Last year, Warren Buffett’s Berkshire Hathaway (BRKa.N) boosted the compensation of Greg Abel, his appointed successor, to $20 million, coinciding with the conglomerate’s achievement of a record operating profit. The company, headquartered in Omaha, Nebraska, advocated against six shareholder proposals. These proposals included calls for increased disclosure regarding efforts to curb greenhouse gases and enhance diversity, tighter monitoring of safety measures within its BNSF railroad division, and dialogue on the extent to which its operations are influenced by Chinese governmental activities.
The company’s annual proxy filing on Friday came ahead of a May 4 annual shareholders meeting. Buffett is expected to name Abel CEO after retiring in 2021, though he has clarified that he is not rushing.
Abel, 59, is viewed as Buffett’s most likely successor. He satisfies Buffett’s criterion that the next CEO should be relatively young, and he has operational and capital allocation experience from his time at Berkshire Energy. He will oversee Berkshire’s non-insurance business, including BNSF, and the firm’s dozens of commercial, industrial, and retail ventures. Vice Chairman Ajit Jain, who oversees insurance operations, including Geico, also received $20 million.

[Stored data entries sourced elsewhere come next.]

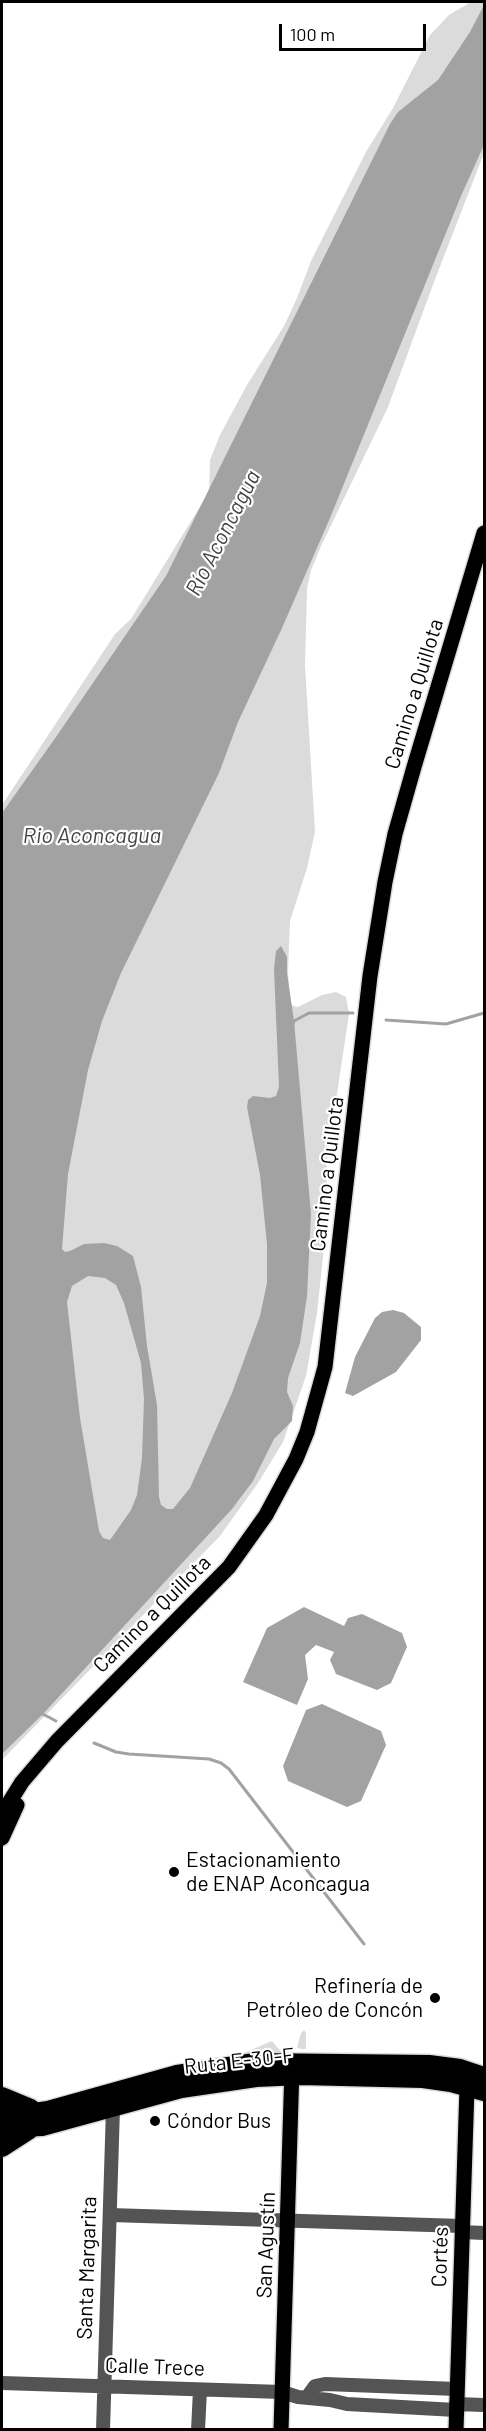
<!DOCTYPE html>
<meta charset="utf-8">
<style>
body{margin:0}
#map{position:relative;width:486px;height:2431px;overflow:hidden;background:#fff;font-family:Barlow,sans-serif}
canvas{display:block}
.frame{position:absolute;inset:0;border:3px solid #000;pointer-events:none}
.scale{position:absolute;left:279px;top:24px;width:147px;height:27px;box-sizing:border-box;border:3px solid #000;border-top:0;padding-left:8px;font-size:18px;line-height:21px;white-space:nowrap;color:#000;-webkit-text-stroke:4px #fff;paint-order:stroke}
</style>
<div id="map">
<canvas width="486" height="2431"></canvas>
<div class="frame"></div>
<div class="scale">100 m</div>
</div>
<script>
const ctx = document.querySelector('canvas').getContext('2d');
ctx.lineJoin = 'round';
function fillPath(path, color) { ctx.fillStyle = color; ctx.fill(path, 'evenodd'); }
const toPath = rows => new Path2D(rows.map(r => 'M' + r).join(''));
function trace(path, color, width, dash) { ctx.strokeStyle = color; ctx.lineWidth = width; ctx.lineCap = dash ? 'butt' : 'round'; ctx.setLineDash(dash || []); ctx.stroke(path); }
function label(font, color, halo, rows, align = 'center') {
  ctx.font = font + ' Barlow,sans-serif'; ctx.lineWidth = 4.5; ctx.setLineDash([]); ctx.textBaseline = 'middle'; ctx.strokeStyle = halo; ctx.fillStyle = color; for (const [text, x, y, turn = 0] of rows) {
    ctx.save(); ctx.translate(x, y); ctx.rotate((+turn || 0) * Math.PI / 180); ctx.textAlign = isNaN(turn) ? turn : align; if (halo) ctx.strokeText(text, 0, 0); ctx.fillText(text, 0, 0); ctx.restore();
  }
}
fillPath(toPath([
 [471,2,484,2,484,153,434,282,388,407,322,544,311,570,307,589,305,665,315,832,307,868,290,921,288,971,290,1002,293,1006,298,1007,322,995,336,992,346,997,349,1014,327,1160,326,1228,317,1313,306,1376,283,1442,258,1483,220,1536,2,1760,2,805,115,634,131,619,209,492,210,460,220,435,247,385,284,326,297,298,311,261,366,152,393,108,430,35,449,15],
 [304,2030,306,2033,306,2049,302,2049,297,2048,301,2033],
 [272,2041,282,2053,239,2055]
]), '#dbdbdb');
fillPath(toPath([
 [484,5,484,145,461,196,330,518,282,628,238,722,219,773,121,973,102,1021,88,1070,68,1174,62,1249,65,1252,70,1251,84,1244,104,1243,117,1246,133,1256,141,1287,147,1346,157,1405,159,1497,161,1505,167,1509,173,1509,190,1488,232,1393,260,1316,267,1283,267,1244,260,1175,247,1107,248,1100,253,1096,270,1098,276,1096,279,1087,274,969,276,951,281,946,287,957,287,973,294,1021,311,1214,307,1296,300,1343,288,1378,287,1392,293,1406,292,1421,274,1439,253,1481,232,1509,42,1715,2,1754,2,813,56,737,166,576,390,124,398,112,438,80,470,32],
 [88,1276,105,1278,116,1285,124,1303,141,1363,144,1399,142,1458,137,1495,131,1510,110,1540,103,1538,99,1531,80,1418,67,1302,72,1286],
 [393,1310,404,1313,421,1327,421,1340,396,1372,353,1396,345,1393,355,1357,375,1318,382,1312],
 [304,1607,344,1626,348,1618,362,1614,402,1633,407,1647,391,1683,377,1690,336,1674,330,1660,334,1652,316,1645,305,1655,308,1679,297,1705,243,1682,267,1628],
 [322,1704,381,1731,386,1745,361,1801,347,1807,288,1781,283,1766,306,1710]
]), '#a2a2a2');
trace(toPath([
 [386,1020,446,1024,484,1013],
 [293,1024,294,1021,309,1013,353,1013],
 [39,1712,56,1721],
 [94,1743,116,1752,129,1754,209,1759,221,1763,229,1769,364,1944]
]), '#a2a2a2', 3);
const major = toPath([
 [2,1814,22,1782,57,1741,229,1567,266,1515,296,1459,307,1432,325,1367,370,976,385,882,395,834,414,767,484,533],
 [2,1838,17,1805],
 [281,2430,292,2067],
 [456,2430,467,2087]
]);
const highway = toPath([
 [2,2096,31,2108],
 [2,2113,27,2113,48,2110,177,2074,254,2062,429,2064,460,2068,484,2076],
 [2,2129,42,2127,181,2089,256,2078,301,2076,423,2079,451,2083,484,2092],
 [2,2148,33,2128]
]);
trace(major, '#dbdbdb', 18);
trace(highway, '#dbdbdb', 21);
trace(toPath([
 [110,2215,462,2226],
 [462,2232,484,2233],
 [2,2383,282,2392,298,2397,330,2400,347,2404,456,2410],
 [307,2397,315,2386,325,2384,457,2389],
 [456,2404,484,2405],
 [103,2430,113,2108],
 [198,2430,200,2390]
]), '#545454', 14);
trace(major, '#000', 15);
trace(highway, '#000', 18);
for (const [x, y, r, color] of [
 [174,1872,6,"#000"],
 [435,1998,6,"#000"],
 [155,2121,6,"#000"]
]) { const dot = new Path2D(); dot.arc(x, y, r, 0, 2 * Math.PI); ctx.fillStyle = color; ctx.fill(dot); trace(dot, '#fff', 2); }
label('21px', '#000', '#fff', [
 ["Camino a Quillota",414,694,-73],
 ["Camino a Quillota",327,1174,-83],
 ["Camino a Quillota",152,1614,-45],
 ["Ruta E-30-F",239,2061,-6],
 ["San Agustín",266,2245,-88],
 ["Cortés",440,2257,-88],
 ["Santa Margarita",87,2268,-88],
 ["Calle Trece",155,2367,2]
]);
label('21px', '#000', '#fff', [
 ["Estacionamiento",186,1860],
 ["de ENAP Aconcagua",186,1884],
 ["Refinería de",423,1986,"right"],
 ["Petróleo de Concón",423,2010,"right"],
 ["Cóndor Bus",167,2121]
], 'left');
label('italic 22px', '#434343', '#fff', [
 ["Río Aconcagua",223,533,-63],
 ["Rio Aconcagua",92,836]
]);
</script>
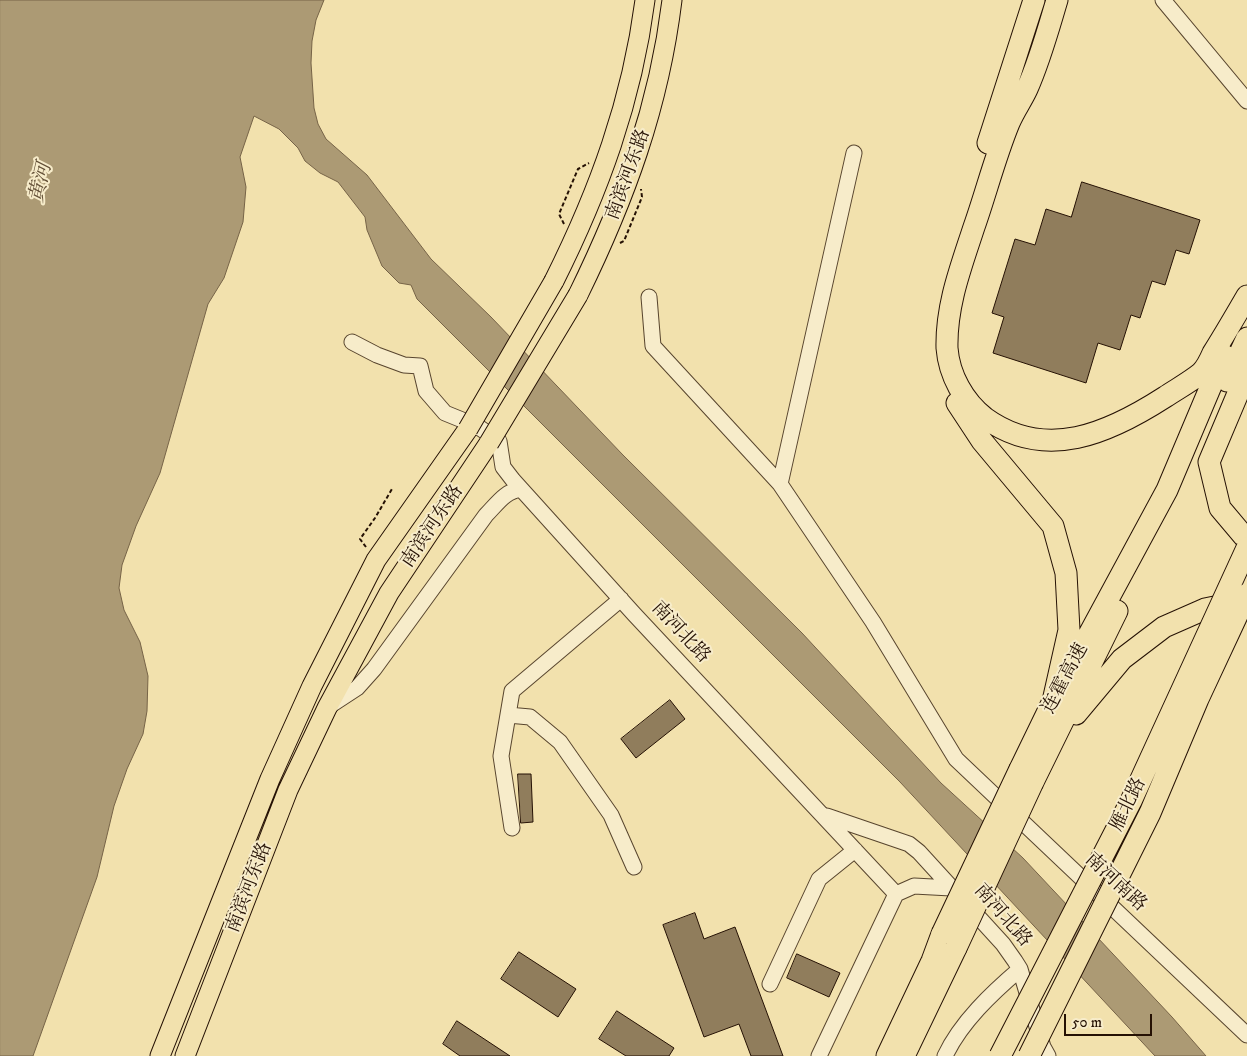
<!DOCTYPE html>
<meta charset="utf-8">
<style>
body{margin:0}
#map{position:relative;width:1247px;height:1056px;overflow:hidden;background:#f2e1ad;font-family:"IM FELL DW Pica",serif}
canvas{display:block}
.scale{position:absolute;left:1064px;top:1014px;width:88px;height:22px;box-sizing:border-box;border:2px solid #251104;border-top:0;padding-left:6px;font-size:15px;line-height:18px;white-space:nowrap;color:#251104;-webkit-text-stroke:4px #f7ecca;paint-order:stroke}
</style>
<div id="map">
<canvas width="1247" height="1056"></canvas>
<div class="scale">50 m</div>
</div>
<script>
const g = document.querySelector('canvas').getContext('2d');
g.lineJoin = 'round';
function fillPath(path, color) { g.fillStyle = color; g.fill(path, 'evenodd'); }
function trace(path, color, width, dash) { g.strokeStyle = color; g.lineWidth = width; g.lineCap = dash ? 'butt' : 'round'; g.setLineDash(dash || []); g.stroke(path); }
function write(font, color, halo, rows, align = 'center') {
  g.font = font + ' "IM FELL DW Pica","Noto Serif SC",serif'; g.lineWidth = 4; g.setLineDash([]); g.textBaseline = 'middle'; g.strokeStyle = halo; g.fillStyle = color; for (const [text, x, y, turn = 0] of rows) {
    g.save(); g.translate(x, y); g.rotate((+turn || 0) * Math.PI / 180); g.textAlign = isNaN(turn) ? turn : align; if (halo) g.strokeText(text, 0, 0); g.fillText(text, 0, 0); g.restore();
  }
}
const water = new Path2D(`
 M0,0H324L316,20L312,41L311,63L314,108L318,124L326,139L367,175L431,259L491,317L623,455L802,633L941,783L1023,858L1172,1017L1206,1056H1155L900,782L417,299L411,285L399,283L382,266L367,230L365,217L338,182L320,173L305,161L298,148L279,129L254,116L240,157L246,187L243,222L224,278L208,304L160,473L136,526L122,565L119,588L124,610L140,642L148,676L147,711L143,734L127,769L114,806L97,877L33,1056H0Z`);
const building = new Path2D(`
 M1082,182L1200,220L1189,254L1176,250L1165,285L1152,281L1140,318L1131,315L1120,350L1098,343L1086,383L993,353L1004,317L992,313L1015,239L1035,245L1046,209L1071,217Z
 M670,700L685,719L636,758L621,739Z
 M518,774H531L533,822L521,823Z
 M695,913L704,939L735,927L783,1056H751L739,1024L704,1037L663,925Z
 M519,952L576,989L558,1017L501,979Z
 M797,954L840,973L829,997L787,978Z
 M617,1011L674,1048L669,1056H626L599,1039Z
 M457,1021L510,1056H460L443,1044Z`);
const path = new Path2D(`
 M564,224L559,214L578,169L589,163
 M620,243L624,241L642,197L641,189
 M366,547L360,539L375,518L392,489`);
const minor = new Path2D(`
 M1163,0L1247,101
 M649,297L653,346L780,484L873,622L956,759L1247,1035
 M352,342L377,355L404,365L420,366L426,391L445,413L477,426L499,441L503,467L513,480L634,614L896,894L914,886L951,888
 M780,484L854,153
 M328,707L357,688L374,669L486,515C497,504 505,491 521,489
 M508,715L530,717L560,742L611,815L634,867
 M827,816L909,844L919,852L1003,944L1015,961L1020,969L1043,1047L1048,1056
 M512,828L501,756L512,691L621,599
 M770,984L819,879L855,850
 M819,1056L896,894
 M945,1056C961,1022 992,993 1020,969`);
const major = new Path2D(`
 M554,281C599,191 632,101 645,0
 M578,295C625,199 659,107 672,0
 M160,1056L270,779L312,686L376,560L468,429
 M185,1056L288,790L327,708L389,593L489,443`);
const highway = new Path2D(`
 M1057,0C1048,30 1040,60 1027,89C1022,100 1014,111 1009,123C995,157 986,193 974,227C961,267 946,305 947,348C949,375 964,402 985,418C1046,462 1109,433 1165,397C1177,389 1190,382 1201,373C1206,368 1210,360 1213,353C1225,334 1236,315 1247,296
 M988,143L1034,0
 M1247,372L1209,462L1220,508L1247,540
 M1227,381L1247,338
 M957,403L982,441L1053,526L1066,573L1069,630L1053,701
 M1076,714L1122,659L1164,627L1205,609L1234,603
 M1020,769L1053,701L1167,490L1224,355
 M1033,782L1117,611
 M887,1056L932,961L942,934
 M904,1056L956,948`);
const majorBridge = new Path2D(`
 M468,429L554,281
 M489,443L578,295`);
const highwayBridge = new Path2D(`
 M942,934L1020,769
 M956,948L1033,782
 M1000,1056L1131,801L1247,548
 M1029,1056L1150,813L1198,699L1247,594`);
const streetNames = [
 ["南滨河东路",629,175,-70],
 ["南滨河东路",433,527,-56],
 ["南河北路",680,633,47],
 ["连霍高速",1066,679,-62],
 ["雁北路",1129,805,-64],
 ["南河南路",1115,883,43],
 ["南滨河东路",250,888,-69],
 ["南河北路",1002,916,49]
];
const waterNames = [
 ["黄河",42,183,-77]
];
fillPath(water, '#ac9a74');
trace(water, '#766347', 1);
fillPath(building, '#907d5c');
trace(building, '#251104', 1);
trace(minor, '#58452e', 17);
trace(major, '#251104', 21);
trace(highway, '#251104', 23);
trace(path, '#251104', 2, [4, 2.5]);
trace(minor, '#f7ecca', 15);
trace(major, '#f2e1ad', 19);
trace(highway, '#f2e1ad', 21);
trace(majorBridge, '#251104', 21, []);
trace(highwayBridge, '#251104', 23, []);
trace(majorBridge, '#f2e1ad', 19);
trace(highwayBridge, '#f2e1ad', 21);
write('19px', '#251104', '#f7ecca', streetNames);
write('italic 20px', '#624f36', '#f7ecca', waterNames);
</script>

Investors will closely watch how Abel manages Berkshire’s massive holdings of public companies. The firm holds significant positions in various industries, including utilities and insurers, and has a massive stock portfolio. Analysts expect Abel to retain Todd Combs and Ted Weschler, who oversee smaller pieces of the stock portfolio and help Buffett pick big bets.
A critical risk for Berkshire is whether U.S. regulators determine it is systemically important, a designation that would require it to submit to enhanced oversight and liquidity requirements. However, Buffett has resisted that possibility, saying it could damage the firm’s growth and profitability.
The company also needs help expanding its business, and investors are concerned that it may run out of investment opportunities. The firm has a strict stance on issuing new shares, and Buffett has said that means it can only double its current size in the next five years.
Berkshire’s decentralized business model has given it leeway to avoid centralized controls. Still, the board wants to encourage the company’s managers to be “more sensitive to the needs of their business units and their employees.” It is seeking a senior management commitment to avoid political speech that could hurt the firm or its portfolio companies’ reputations.
Berkshire has already started disclosing diversity data more. The company’s consolidated EEO-1 report shows workforce breakdowns by gender, race and ethnicity. It has also started publishing a sustainability report that measures the company’s performance in areas such as carbon dioxide emissions, water intensity and diversity. Shareholders are urging the company to go further and commit to a broader set of targets by 2050. They also ask that the company publish a timeline of how it intends to reach those targets.